Educating entrepreneurs
Amsterdam, The Netherlands. 2017
Michael Klein,
From the editor's desk
Thomas Watson Jr. of IBM was walking down Fifth Avenue in New York when a revelation hit him after seeing a display of Olivetti typewriters outside of a retail store. Modern and astonishing in their elegance, both the interiors and the products looked like nothing he had ever seen before. 1 That experience had lifted the cover from Watson's own Pandora box: he would not rest until he had shaped IBM into the modern American corporation par excellence. Twenty years later, after having accomplished his goal through enlightened collaborations with some of the greatest designers of his time, he would declare: “good design is good business.”
In spite of Watson's extraordinary accomplishments and being in awe of Olivetti, he missed something of fundamental importance when giving shape to his vision. His rendition of good design making good business meant that good design had the strategic value to shape the company's public perception and making greater sales; in other words, design was seen as an added value rather than something that was so integral to the products themselves as to branch out to all other facets of the company. It is not casual that in American corporate culture and to this day design has been subsidiary to marketing, and while almost every big company and startup alike seems to have gone into a design frenzy recently, almost all of them keep perpetuating the vision of design as a marketing instrument.
There lies the fundamental difference with the particular kind of European culture of entrepreneurship that shaped Adriano Olivetti and his company. His penchant for design was not an ingenious business intuition: it was a byproduct of his cultural commitment to a new renaissance for his country, a feeling shared by many intellectuals of his time. Among these intellectuals were architects and designers, whom Olivetti surrounded himself with as a result. Being interested in architecture and design meant understanding how to build a better world, and as a result of his commitment those principles were embedded in his Olivetti's very raison d'être.
Though for very different reasons than Adriano Olivetti, Steve Jobs was the one American entrepreneur that was able to truly understand the cultural value of design as something that goes beyond a superficial marketing instrument. With an extraordinary culturally committed and product centric vision akin to those of the most enlightened European entrepreneurs he was able to embed this understanding so deep in his products as for them to become synonymous with it. Jobs did this on a scale that no European company ever had the chance to, and he raised the bar to standards that are hard to match.
In the first issue of Bulthaup Culture, 2 CEO of Bulthaup Mark O. Eckert writes: «You'll certainly know the saying "Tradition is not the worship of ashes, but the preservation of fire". Tradition does not mean fearfully clinging to what has disappeared, but rather to keep a direct line with a source of cultural energy. A culture takes shape from tradition, which becomes a source of novelty.» Unlike Eckert, a second generation entrepreneur that has been able to bring Bulthaup into the present without losing any of its cultural energy, many of the entrepreneurs who are called to bring a company forward after the visionary founder has passed away don't seem to be able to carry on the underlying vision, renewing it while staying true to its core principles.
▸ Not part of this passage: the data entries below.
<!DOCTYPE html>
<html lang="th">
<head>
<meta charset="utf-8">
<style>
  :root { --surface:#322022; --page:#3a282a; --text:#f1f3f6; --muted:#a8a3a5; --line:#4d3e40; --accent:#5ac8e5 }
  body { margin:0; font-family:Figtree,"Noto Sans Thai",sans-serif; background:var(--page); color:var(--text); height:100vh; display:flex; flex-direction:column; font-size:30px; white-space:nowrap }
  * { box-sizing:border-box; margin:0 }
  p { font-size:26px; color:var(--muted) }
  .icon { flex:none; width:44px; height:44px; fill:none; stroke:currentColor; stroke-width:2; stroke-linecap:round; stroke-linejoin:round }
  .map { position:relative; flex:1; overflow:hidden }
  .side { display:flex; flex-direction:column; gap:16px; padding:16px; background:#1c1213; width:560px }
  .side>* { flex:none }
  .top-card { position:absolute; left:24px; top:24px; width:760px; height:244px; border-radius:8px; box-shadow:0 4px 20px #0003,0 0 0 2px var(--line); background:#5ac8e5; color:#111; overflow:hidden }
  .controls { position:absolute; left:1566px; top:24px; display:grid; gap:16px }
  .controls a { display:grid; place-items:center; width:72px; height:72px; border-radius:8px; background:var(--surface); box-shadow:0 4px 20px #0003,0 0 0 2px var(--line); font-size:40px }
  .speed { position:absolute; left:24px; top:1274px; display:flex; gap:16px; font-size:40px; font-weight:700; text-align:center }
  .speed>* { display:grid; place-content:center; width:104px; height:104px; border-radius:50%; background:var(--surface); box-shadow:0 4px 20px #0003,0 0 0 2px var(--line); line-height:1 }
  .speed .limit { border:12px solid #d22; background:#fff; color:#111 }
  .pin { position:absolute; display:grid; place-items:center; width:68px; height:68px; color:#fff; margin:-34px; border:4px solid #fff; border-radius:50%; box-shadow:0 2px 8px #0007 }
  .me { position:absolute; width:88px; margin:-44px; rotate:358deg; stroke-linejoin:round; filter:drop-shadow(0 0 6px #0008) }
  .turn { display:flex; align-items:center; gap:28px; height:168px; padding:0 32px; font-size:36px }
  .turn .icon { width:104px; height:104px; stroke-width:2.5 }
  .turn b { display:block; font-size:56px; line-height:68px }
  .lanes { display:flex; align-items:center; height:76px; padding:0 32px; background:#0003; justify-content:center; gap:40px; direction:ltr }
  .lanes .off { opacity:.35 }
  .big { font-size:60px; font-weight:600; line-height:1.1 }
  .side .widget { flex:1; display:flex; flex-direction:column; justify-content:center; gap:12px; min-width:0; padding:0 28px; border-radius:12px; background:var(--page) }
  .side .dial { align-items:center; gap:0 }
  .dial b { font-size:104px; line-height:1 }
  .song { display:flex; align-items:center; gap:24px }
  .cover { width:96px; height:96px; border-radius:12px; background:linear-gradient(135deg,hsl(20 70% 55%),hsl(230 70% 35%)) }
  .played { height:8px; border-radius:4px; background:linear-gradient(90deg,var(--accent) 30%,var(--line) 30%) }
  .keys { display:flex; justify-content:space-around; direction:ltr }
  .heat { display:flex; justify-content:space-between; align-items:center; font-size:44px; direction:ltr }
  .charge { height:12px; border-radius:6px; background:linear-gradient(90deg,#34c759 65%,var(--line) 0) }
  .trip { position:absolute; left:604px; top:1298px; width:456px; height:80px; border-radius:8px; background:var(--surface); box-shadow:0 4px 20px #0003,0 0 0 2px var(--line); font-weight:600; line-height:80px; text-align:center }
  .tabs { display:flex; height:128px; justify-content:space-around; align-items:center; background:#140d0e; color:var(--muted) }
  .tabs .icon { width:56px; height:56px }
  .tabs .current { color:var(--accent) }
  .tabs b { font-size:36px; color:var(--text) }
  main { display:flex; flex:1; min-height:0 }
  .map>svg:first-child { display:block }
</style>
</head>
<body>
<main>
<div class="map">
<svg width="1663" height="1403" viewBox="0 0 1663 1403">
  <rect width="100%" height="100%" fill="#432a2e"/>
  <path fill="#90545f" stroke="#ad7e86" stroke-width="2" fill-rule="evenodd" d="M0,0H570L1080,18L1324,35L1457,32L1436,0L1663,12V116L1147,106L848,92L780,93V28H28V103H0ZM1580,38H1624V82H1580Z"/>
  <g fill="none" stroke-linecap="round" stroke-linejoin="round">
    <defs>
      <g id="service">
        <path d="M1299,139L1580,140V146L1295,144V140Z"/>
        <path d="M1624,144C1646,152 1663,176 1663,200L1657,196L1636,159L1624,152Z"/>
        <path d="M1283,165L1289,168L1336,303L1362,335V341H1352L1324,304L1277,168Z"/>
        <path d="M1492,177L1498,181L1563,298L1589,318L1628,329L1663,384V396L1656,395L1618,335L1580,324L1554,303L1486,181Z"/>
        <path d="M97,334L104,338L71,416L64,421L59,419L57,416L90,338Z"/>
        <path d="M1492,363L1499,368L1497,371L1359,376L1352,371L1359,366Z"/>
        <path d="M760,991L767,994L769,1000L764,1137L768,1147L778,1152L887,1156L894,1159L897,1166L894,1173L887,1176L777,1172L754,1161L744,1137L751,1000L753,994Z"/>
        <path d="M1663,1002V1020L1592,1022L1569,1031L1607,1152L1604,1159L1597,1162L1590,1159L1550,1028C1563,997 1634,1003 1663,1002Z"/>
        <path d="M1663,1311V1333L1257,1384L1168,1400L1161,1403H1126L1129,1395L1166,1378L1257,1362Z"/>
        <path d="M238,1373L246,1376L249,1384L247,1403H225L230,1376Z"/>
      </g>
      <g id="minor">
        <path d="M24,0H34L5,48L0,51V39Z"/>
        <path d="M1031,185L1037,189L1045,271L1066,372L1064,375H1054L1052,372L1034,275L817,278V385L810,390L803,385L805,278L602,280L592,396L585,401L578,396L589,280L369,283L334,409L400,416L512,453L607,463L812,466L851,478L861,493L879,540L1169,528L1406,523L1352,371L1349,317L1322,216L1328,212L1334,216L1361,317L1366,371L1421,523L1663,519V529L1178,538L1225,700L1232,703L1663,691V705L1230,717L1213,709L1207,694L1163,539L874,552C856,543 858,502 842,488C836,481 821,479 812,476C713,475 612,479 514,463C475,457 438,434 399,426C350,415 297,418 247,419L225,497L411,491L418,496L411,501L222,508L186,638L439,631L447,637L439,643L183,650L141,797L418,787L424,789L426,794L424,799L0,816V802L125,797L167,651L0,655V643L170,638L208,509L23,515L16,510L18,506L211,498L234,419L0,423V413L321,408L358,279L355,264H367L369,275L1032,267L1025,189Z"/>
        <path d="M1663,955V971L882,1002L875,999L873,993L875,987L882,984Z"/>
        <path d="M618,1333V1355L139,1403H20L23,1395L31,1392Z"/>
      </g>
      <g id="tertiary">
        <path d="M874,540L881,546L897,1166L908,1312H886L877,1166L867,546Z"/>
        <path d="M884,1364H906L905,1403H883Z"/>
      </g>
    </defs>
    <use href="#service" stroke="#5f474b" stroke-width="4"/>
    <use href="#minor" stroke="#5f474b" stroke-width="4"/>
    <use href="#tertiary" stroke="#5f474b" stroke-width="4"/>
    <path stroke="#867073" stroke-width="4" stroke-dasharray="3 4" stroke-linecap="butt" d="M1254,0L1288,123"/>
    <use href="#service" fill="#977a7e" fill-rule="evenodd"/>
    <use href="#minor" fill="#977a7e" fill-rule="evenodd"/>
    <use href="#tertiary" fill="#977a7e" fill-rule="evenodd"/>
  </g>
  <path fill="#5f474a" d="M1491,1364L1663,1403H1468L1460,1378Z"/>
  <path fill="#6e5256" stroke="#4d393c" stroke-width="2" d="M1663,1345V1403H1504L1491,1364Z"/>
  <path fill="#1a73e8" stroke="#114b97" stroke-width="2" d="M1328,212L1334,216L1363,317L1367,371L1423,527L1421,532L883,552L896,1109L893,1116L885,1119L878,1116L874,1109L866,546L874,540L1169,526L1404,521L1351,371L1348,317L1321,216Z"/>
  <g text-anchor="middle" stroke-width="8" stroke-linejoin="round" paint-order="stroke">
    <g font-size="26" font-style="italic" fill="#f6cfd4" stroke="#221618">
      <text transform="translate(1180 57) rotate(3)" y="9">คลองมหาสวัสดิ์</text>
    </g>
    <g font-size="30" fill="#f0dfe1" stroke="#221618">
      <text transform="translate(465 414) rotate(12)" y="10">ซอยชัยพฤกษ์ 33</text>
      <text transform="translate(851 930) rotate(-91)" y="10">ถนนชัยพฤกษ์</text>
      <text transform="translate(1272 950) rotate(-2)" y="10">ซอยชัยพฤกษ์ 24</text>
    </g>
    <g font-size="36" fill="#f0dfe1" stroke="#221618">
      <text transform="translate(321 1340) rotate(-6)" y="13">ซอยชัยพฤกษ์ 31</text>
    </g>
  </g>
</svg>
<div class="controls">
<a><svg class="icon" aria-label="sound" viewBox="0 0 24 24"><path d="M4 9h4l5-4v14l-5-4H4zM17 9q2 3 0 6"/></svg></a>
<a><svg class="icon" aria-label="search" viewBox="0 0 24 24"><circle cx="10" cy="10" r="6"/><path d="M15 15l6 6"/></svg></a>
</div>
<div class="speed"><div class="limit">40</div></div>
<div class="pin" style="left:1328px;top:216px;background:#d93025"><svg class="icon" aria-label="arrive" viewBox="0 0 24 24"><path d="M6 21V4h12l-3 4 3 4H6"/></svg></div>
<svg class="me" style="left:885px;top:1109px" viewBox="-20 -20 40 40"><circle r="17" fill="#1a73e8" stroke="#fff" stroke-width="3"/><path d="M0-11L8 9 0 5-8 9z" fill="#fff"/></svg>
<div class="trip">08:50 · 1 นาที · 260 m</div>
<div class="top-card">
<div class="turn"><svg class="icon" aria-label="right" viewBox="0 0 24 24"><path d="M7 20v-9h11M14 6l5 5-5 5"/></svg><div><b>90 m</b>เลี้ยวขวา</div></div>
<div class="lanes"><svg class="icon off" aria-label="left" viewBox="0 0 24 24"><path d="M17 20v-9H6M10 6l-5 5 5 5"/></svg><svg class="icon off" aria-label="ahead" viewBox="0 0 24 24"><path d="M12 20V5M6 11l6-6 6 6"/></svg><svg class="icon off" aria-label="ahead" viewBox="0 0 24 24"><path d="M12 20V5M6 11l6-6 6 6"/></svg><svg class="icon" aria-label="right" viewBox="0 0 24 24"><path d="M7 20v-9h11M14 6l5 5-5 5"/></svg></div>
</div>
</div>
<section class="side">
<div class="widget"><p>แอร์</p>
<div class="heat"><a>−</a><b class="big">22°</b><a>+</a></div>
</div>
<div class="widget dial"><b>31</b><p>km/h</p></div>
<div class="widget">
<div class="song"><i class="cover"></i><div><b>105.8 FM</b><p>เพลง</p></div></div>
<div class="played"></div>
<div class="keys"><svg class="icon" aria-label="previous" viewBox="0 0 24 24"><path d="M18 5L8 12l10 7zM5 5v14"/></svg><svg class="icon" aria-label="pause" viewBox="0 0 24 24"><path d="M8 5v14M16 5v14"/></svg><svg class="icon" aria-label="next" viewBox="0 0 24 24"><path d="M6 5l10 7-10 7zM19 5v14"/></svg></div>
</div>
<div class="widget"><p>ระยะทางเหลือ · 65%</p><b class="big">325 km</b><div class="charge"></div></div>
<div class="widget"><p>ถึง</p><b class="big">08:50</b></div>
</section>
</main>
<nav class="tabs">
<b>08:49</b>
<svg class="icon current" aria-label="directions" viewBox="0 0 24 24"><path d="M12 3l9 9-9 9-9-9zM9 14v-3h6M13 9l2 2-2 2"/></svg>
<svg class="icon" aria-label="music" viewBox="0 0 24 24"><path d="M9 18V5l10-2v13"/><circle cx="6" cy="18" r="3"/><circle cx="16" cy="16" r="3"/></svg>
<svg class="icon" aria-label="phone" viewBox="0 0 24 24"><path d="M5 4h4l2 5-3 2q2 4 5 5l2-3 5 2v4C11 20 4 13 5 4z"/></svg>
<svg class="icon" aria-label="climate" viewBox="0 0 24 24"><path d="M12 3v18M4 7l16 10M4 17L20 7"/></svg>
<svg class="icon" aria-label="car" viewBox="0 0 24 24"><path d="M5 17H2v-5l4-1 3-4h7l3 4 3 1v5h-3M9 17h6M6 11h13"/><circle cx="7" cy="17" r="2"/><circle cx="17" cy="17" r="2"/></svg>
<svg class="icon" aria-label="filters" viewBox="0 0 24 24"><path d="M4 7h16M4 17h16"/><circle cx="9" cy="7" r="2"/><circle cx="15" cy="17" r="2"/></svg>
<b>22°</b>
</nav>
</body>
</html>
This has been the case with both IBM and Olivetti, and arguably with Apple as well since Steve Jobs has passed away.
A clear position emerges from our reasoning: in order for a company to truly embrace design as a driving force in its own self-determination, the entrepreneur themselves must become intellectually involved in design. Understanding how designers and architects influence our culture and help shaping our society is not a newfound necessity born from a recent years trend — it has always been of great importance to anyone with aspirations of building products for a better world. We should call for design classes being mandatory in any management and business course, as well as management classes being mandatory in design university. As the two roles get closer and closer the designer-entrepreneur will emerge as a new figure; managers and designers alike should look at history and learn from the pioneers that have set our standards of excellence.
Only a growing culture of exchange and shared values between designers and entrepreneurs, as well as a common cultural commitment and consciousness will enable the creation of great products in the future. As we proceed towards this future, we should foster this change every time we have the chance to contribuite meaningfully to the discourse.